BERMAN: Welcome back to THE LEAD. I'm John Berman, in for Jake Tapper today.
In the national lead, unsterilized medical equipment, chronic staffing shortages, bacteria in the drinking water. That's just a sampling of what it's like inside some of our V.A. hospitals. That's according to a new report based on the stories of dozen of whistleblowers working inside these very facilities.
Our senior investigative correspondent Drew Griffin has been bringing national attention to the scandal for months now. He joins me from Atlanta.
Drew, this is all according to a letter from the Office of the Special Counsel to the White House. Some of the allegations here are shocking. What have you learned from this report?
DREW GRIFFIN, CNN SENIOR INVESTIGATIVE CORRESPONDENT: This is the group of prosecutors that work for the government protecting whistleblowers and investigating their complaints. What the Office of Special Counsel is saying to the president is, look, the V.A. has been ignoring these complaints for years. And, John, the OSC is saying to the White House, do something.
GRIFFIN (voice-over): Among the worst documented of the V.A. horror stories comes from Brockton, Massachusetts, where two veterans languished inside a psychiatric facility for years without treatment.
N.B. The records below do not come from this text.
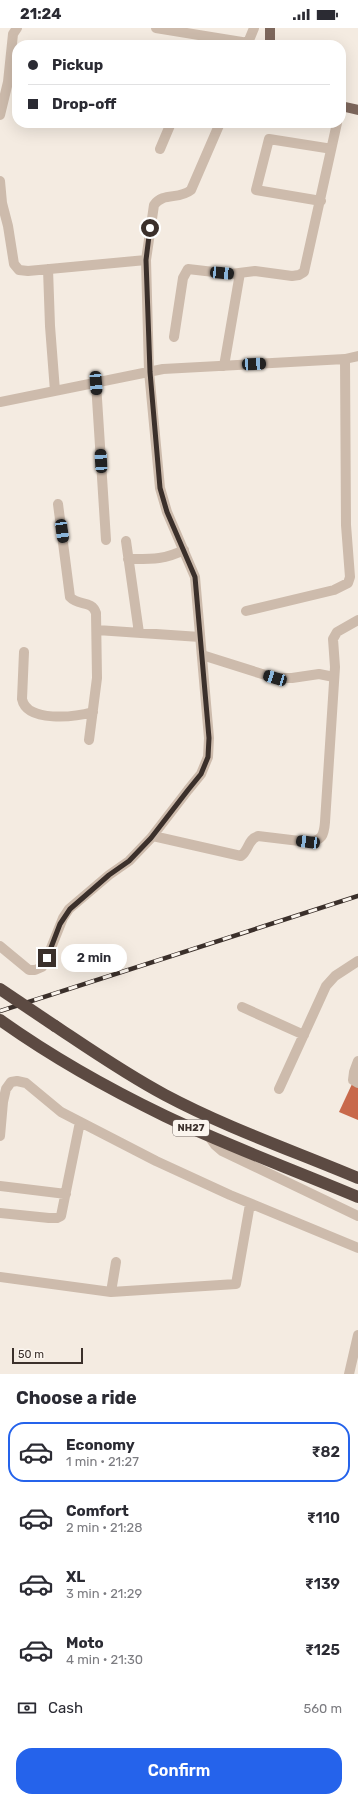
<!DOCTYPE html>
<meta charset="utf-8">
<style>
body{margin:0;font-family:Rubik,sans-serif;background:#f2f2f3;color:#2b2b33;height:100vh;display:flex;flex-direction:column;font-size:15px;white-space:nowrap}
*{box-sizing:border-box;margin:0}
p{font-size:13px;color:#7c7c81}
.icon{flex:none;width:22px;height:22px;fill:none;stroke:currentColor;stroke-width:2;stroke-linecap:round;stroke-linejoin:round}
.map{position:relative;height:1346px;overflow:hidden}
.sheet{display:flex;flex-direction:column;background:#fff;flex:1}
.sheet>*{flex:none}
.hud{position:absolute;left:12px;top:12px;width:334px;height:88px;border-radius:16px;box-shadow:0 4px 16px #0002;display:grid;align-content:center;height:88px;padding:0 16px;background:#fff}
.scale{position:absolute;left:12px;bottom:10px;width:71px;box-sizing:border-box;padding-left:4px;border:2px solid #3b302b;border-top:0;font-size:11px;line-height:14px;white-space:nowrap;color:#3b302b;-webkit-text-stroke:3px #fbf5ee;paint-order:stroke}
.end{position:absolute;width:18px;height:18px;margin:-9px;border:5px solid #3b302b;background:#fff;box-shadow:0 0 0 2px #fff}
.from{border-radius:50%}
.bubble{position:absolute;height:28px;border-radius:14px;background:#fff;box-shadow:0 4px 16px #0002;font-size:13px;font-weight:600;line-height:28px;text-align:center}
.car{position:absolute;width:12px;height:24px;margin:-12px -6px;border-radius:5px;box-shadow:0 0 3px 1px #0007;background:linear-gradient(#222 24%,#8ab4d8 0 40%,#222 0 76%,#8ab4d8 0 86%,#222 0)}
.hud b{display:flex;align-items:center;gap:14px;height:38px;font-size:15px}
.hud b+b{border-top:1px solid #e1e1e2}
.hud i{width:10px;height:10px;background:#2b2b33}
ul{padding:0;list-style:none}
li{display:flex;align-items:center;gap:12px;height:60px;margin:0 8px 6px;padding:0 8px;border:2px solid transparent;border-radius:16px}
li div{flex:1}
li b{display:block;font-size:15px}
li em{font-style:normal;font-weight:600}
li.active{border-color:#2563eb}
li>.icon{width:36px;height:36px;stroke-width:1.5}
h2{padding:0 16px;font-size:18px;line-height:48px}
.pay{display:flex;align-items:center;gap:10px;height:44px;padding:0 16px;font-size:15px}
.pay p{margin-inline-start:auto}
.cta{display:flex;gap:8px;margin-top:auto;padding:8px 16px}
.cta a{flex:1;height:46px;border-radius:16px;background:#2563eb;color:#fff;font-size:16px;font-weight:600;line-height:46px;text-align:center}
.status{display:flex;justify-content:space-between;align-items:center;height:28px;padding:0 20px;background:#fff;direction:ltr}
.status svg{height:11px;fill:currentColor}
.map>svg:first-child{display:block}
.building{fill:#c8694b}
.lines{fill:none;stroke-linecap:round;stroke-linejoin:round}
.minor{stroke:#cdbbac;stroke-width:10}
.major{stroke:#7d675c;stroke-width:10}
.highway{stroke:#5c4a42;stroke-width:12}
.rail-casing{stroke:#3b302b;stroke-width:4.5}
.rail{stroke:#fbf5ee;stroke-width:3;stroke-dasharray:9;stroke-linecap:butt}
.highway-bridge{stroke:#5c4a42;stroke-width:12}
.route{stroke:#3b302b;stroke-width:5}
.labels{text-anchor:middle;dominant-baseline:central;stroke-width:4;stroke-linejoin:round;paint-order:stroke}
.shield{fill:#fbf5ee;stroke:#756b66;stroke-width:1}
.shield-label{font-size:10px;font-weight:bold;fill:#3b302b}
</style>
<div class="status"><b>21:24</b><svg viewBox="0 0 49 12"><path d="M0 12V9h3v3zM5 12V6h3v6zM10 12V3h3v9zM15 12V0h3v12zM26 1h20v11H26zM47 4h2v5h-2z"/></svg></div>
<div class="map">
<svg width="358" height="1346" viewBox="0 0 358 1346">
<rect width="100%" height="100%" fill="#f4ebe1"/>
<path class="building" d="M352 1056 358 1059V1092L339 1084Z"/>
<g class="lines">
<path class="minor" d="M156 0 248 15
M247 17 254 0
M0 87 8 54 13 6 17 0
M160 121 171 95
M0 153 2 175 8 198 14 236 19 242 28 243 146 232
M321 173 256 162 269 111 326 120
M48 241 50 298 55 363
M174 309 183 250 188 241 231 246 255 243 292 248 299 247 304 244 337 95
M224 338 240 245
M96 355 106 512
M0 374 163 341 345 331 358 328
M58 476 70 569C78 578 92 572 96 585L97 650 89 712
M126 513 139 605
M128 531C150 531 164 532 184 522
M246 583 334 562 348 555 350 549 346 497 345 331
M97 602 200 609
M24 624 22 671C27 695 75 689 93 684
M202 627 275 650H292L319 646 334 649
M153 808 241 828C249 822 248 811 258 808L308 814C322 813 324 807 325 794L335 639 333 611 337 604 358 592
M0 918 29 942H35L42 939 47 930 63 890 69 881 109 847 129 833 151 810 188 762 201 746 208 729 209 710 195 549 167 484 160 460 149 343 146 232 154 177C163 164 179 172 191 162L220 95
M242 979 304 1007
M358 1033 354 1044 353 1052 358 1055
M279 1061 326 958 335 948 358 933
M208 1107 215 1117 222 1123 358 1188
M0 1108 3 1074 6 1061 11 1054 17 1053 26 1055 61 1084 156 1133 230 1167 358 1220
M0 1158 66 1166
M0 1185 49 1190H57L61 1188 80 1094
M116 1234 111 1264 236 1256 250 1176
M0 1249 111 1264
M349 1346 358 1307"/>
<path class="major" d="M270 0V17
M341 78 358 82"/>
<path class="highway" d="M0 992C52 1029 107 1060 165 1088 228 1118 294 1142 358 1169
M55 998C91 1022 127 1047 165 1067 227 1100 294 1123 358 1150"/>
<defs>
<path id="rail" d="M0 983 358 868"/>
</defs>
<use href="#rail" class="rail-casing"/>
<use href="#rail" class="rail"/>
<path class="highway-bridge" d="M0 961 55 998"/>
</g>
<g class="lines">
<path class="route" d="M47 930 60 896 70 881 109 847 129 833 151 810 188 762 201 746 208 729 209 710 195 549 167 484 160 460 150 344 146 232 150 200"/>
</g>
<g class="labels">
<rect class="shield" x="173" y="1092" width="36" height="16" rx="3"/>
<g class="shield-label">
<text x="191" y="1100">NH27</text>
</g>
</g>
</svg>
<div class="scale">50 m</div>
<i class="end from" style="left:150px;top:200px"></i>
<i class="end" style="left:47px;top:930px"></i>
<div class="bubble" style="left:61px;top:916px;width:66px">2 min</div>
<i class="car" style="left:222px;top:245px;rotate:95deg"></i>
<i class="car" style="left:254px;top:336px;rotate:87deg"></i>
<i class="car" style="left:96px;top:355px;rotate:176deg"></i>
<i class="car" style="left:101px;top:433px;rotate:357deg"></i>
<i class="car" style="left:62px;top:503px;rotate:172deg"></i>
<i class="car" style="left:275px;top:650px;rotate:287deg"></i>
<i class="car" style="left:308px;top:814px;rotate:277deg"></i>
<div class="hud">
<b><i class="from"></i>Pickup</b>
<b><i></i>Drop-off</b>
</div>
</div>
<section class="sheet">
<h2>Choose a ride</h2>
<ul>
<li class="active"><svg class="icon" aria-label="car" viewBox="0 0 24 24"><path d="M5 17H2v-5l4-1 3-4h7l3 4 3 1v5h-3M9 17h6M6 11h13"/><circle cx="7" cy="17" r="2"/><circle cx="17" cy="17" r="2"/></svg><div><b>Economy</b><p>1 min · 21:27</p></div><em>₹82</em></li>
<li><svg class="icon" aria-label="car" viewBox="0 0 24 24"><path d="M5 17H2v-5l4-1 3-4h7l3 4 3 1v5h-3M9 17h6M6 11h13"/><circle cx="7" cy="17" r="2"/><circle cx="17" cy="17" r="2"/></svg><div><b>Comfort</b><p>2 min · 21:28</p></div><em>₹110</em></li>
<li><svg class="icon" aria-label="car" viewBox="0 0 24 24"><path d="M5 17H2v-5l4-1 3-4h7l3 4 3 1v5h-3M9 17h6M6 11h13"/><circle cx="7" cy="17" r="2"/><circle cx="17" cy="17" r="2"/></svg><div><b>XL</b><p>3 min · 21:29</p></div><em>₹139</em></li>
<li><svg class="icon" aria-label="car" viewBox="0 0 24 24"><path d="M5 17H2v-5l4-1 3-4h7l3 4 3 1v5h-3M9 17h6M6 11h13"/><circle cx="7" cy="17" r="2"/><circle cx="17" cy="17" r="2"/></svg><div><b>Moto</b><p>4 min · 21:30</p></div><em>₹125</em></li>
</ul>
<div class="pay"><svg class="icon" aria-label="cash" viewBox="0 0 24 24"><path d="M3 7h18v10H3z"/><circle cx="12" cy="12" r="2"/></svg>Cash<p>560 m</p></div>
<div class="cta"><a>Confirm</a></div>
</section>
One of them was there for eight years after he was admitted before he got his first psychiatric evaluation. Citing a troubling pattern, the letter from the Office of Special Counsel to President Obama says, "Veterans' health and safety has been unnecessarily put at risk" because the V.A. refuses to admit that problems reported by whistleblowers could impact the health of patients.